Larry Tremblay on finding inspiration and imagination in nature

Image | Magic 8 - Larry Tremblay

Caption: Larry Tremblay is the author of The Orange Grove. (Sylvie Mousseau)

For the Québécois author and playwright Larry Tremblay, nature is a sanctuary. The same is true for the twin brothers in his novel The Orange Grove, one of 17 Canadian books nominated for the International DUBLIN Literary Prize — at least, until a bomb from "the other side of the mountain" forever changes their world.
Below, Larry Tremblay answers eight questions submitted by eight of his fellow writers in the CBC Books Magic 8 Q&A.
1. Charlotte Gill asks, "Describe your alter ego in personality and appearance."
Someone whose face is in shadow, sitting in the lotus position, in a cave dug into the Himalayas.
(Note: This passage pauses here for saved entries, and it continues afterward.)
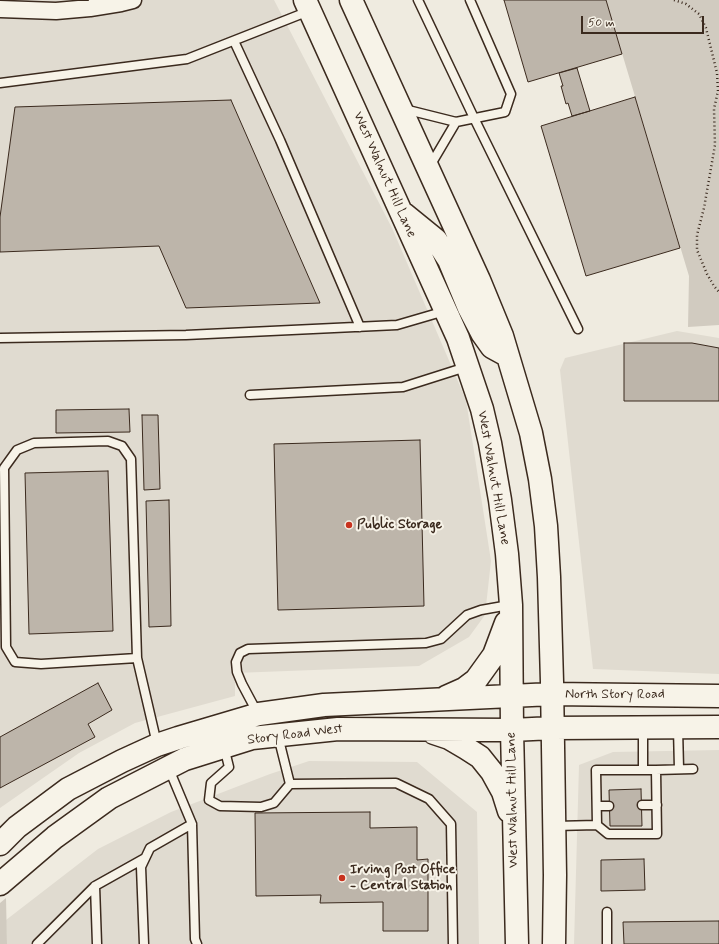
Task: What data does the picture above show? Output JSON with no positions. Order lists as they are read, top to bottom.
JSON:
{
  "streets": {
    "main road": ["West Walnut Hill Lane", "North Story Road", "Story Road West"]
  },
  "crossings": [
    ["West Walnut Hill Lane", "North Story Road"],
    ["West Walnut Hill Lane", "Story Road West"],
    ["North Story Road", "Story Road West"]
  ],
  "places": ["Public Storage", "Irving Post Office - Central Station"],
  "scale_bar": "50 m"
}
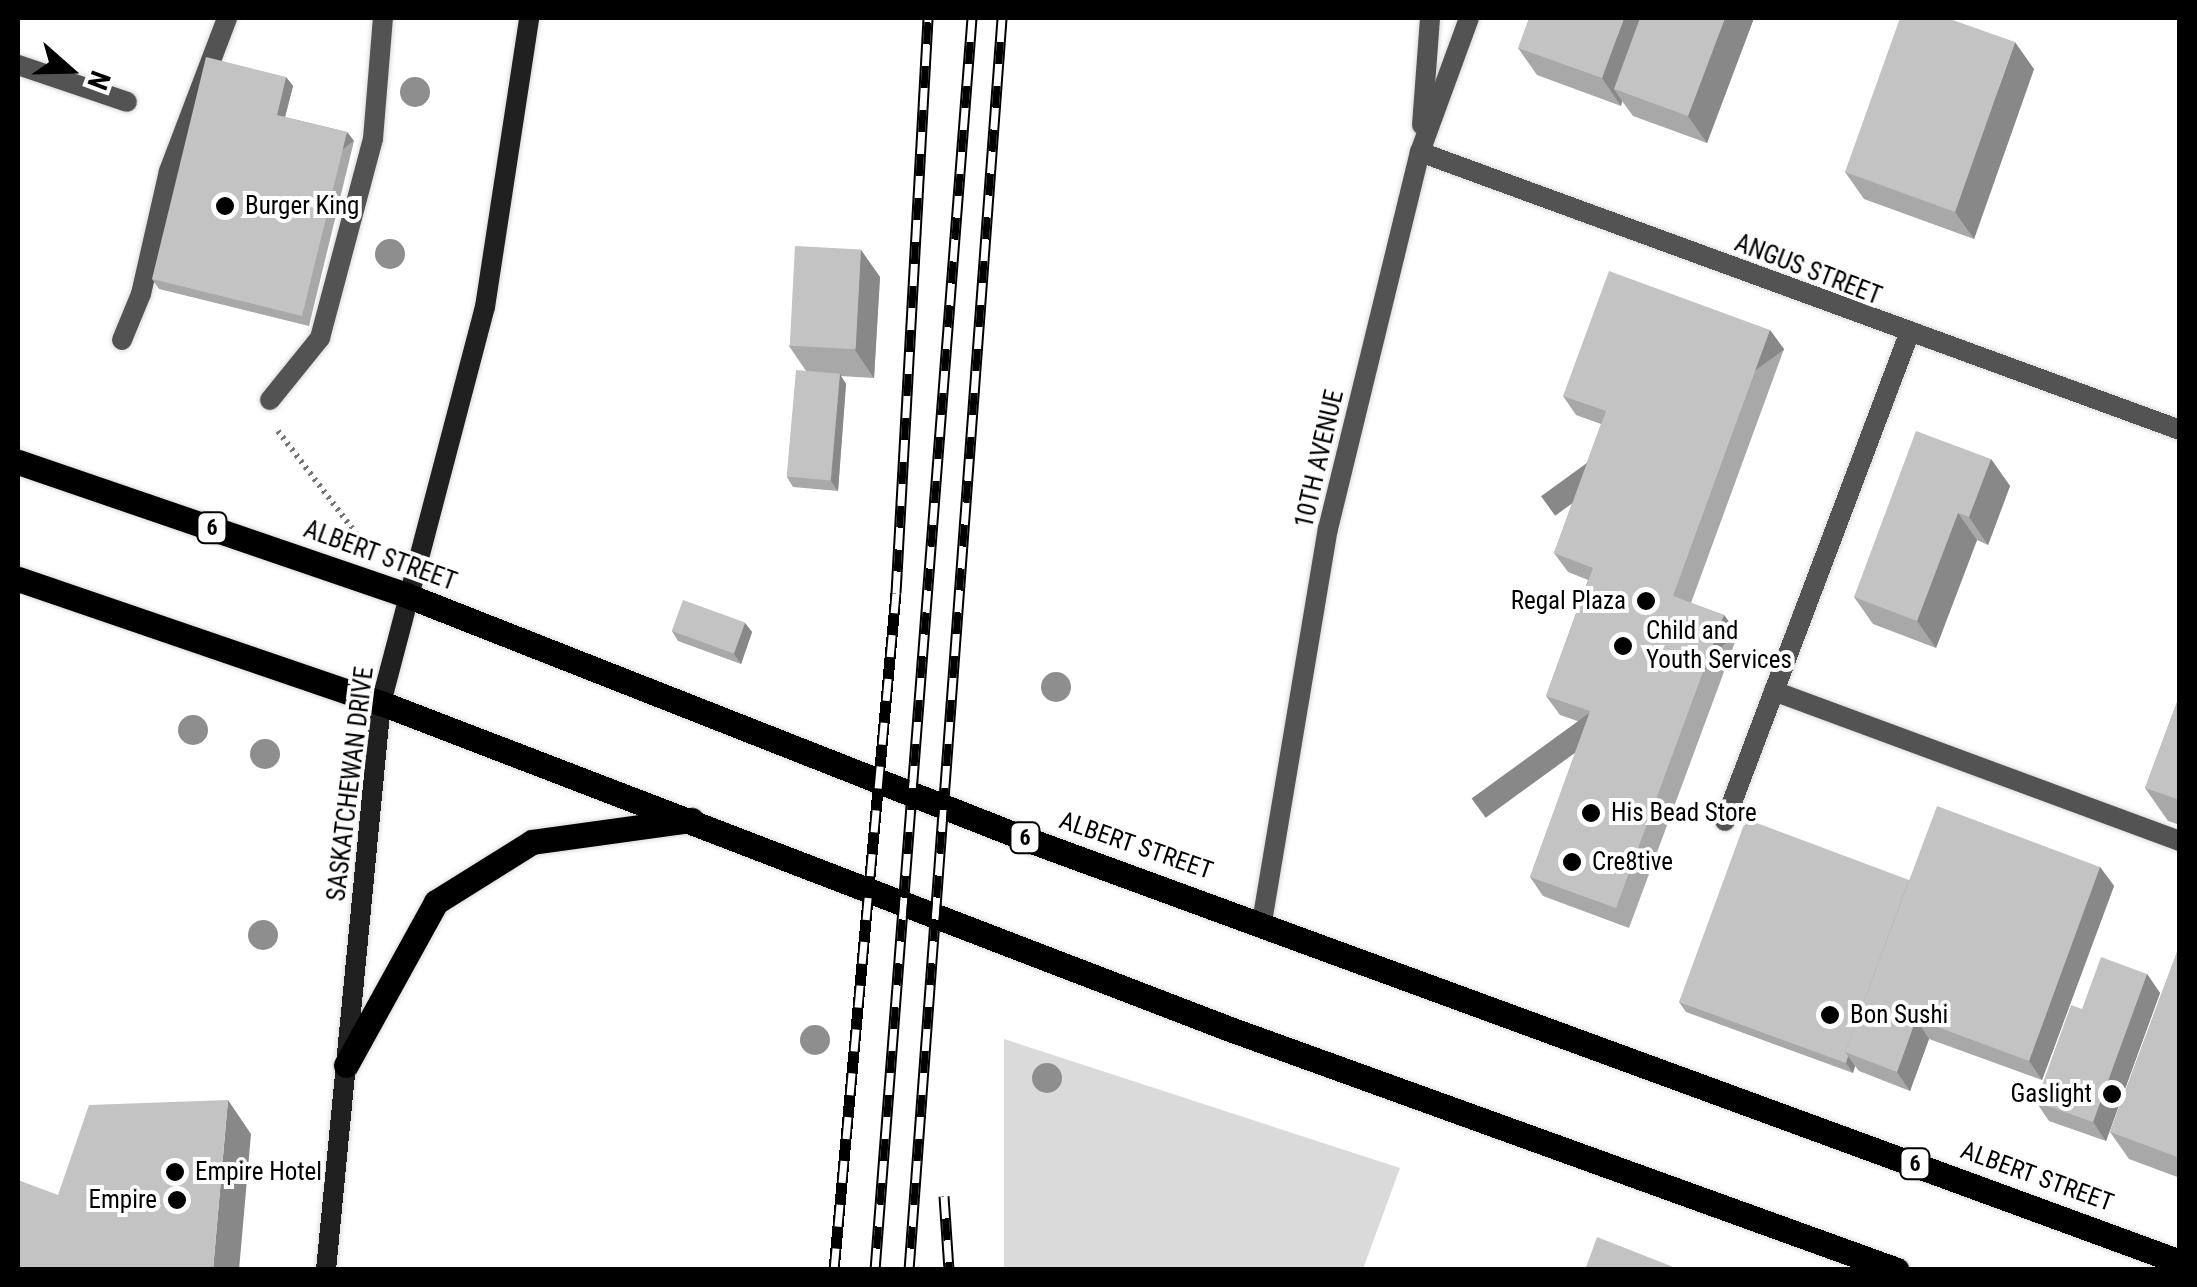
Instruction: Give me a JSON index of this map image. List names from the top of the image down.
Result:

2. Phil Hall asks, "Where do you go for a writing retreat? Where would you go ideally?"
I have the good fortune of owning a country house, where I can write surrounded by trees and animals, my best guides.
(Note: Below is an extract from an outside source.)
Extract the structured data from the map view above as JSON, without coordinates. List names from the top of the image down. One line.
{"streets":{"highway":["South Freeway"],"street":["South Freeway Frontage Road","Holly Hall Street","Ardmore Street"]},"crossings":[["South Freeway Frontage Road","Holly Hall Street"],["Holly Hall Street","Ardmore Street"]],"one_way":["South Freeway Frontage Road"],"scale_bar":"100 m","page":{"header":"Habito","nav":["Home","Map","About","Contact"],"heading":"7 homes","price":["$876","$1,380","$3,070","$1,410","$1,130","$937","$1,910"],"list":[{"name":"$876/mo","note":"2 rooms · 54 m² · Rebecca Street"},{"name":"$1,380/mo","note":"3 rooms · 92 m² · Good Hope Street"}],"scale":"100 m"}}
3. George Elliott Clarke asks, "What literary character would you like to seduce — or be seduced by?"
No one. But I would like to meet other figures (who aren't necessarily literary) such as Buddha or Jesus. And it surely wouldn't be for a matter of seduction.
4. Rachel Cusk asks, "Name some of the rituals or habits you indulge in while writing."
I get up, drink coffee, don't answer the telephone, don't read my emails, go directly to my table to work and, without hesitating, write. This is not a ritual, but more of a discipline.
5. Frances Itani asks, "Describe a walk that would and could feed your imagination and your writing. In what part of the world would this walk take place?"
A walk in the yellow Sahara Desert. Or a walk on the unbreakable ice of the Arctic where there is nothing but an immense blank page for the world to see.
6. Alissa York asks, "Is there a particular book that made you want to write?"
Nausea by Jean-Paul Sartre.
7. Dominique Fortier asks, "What is the most beautiful word?"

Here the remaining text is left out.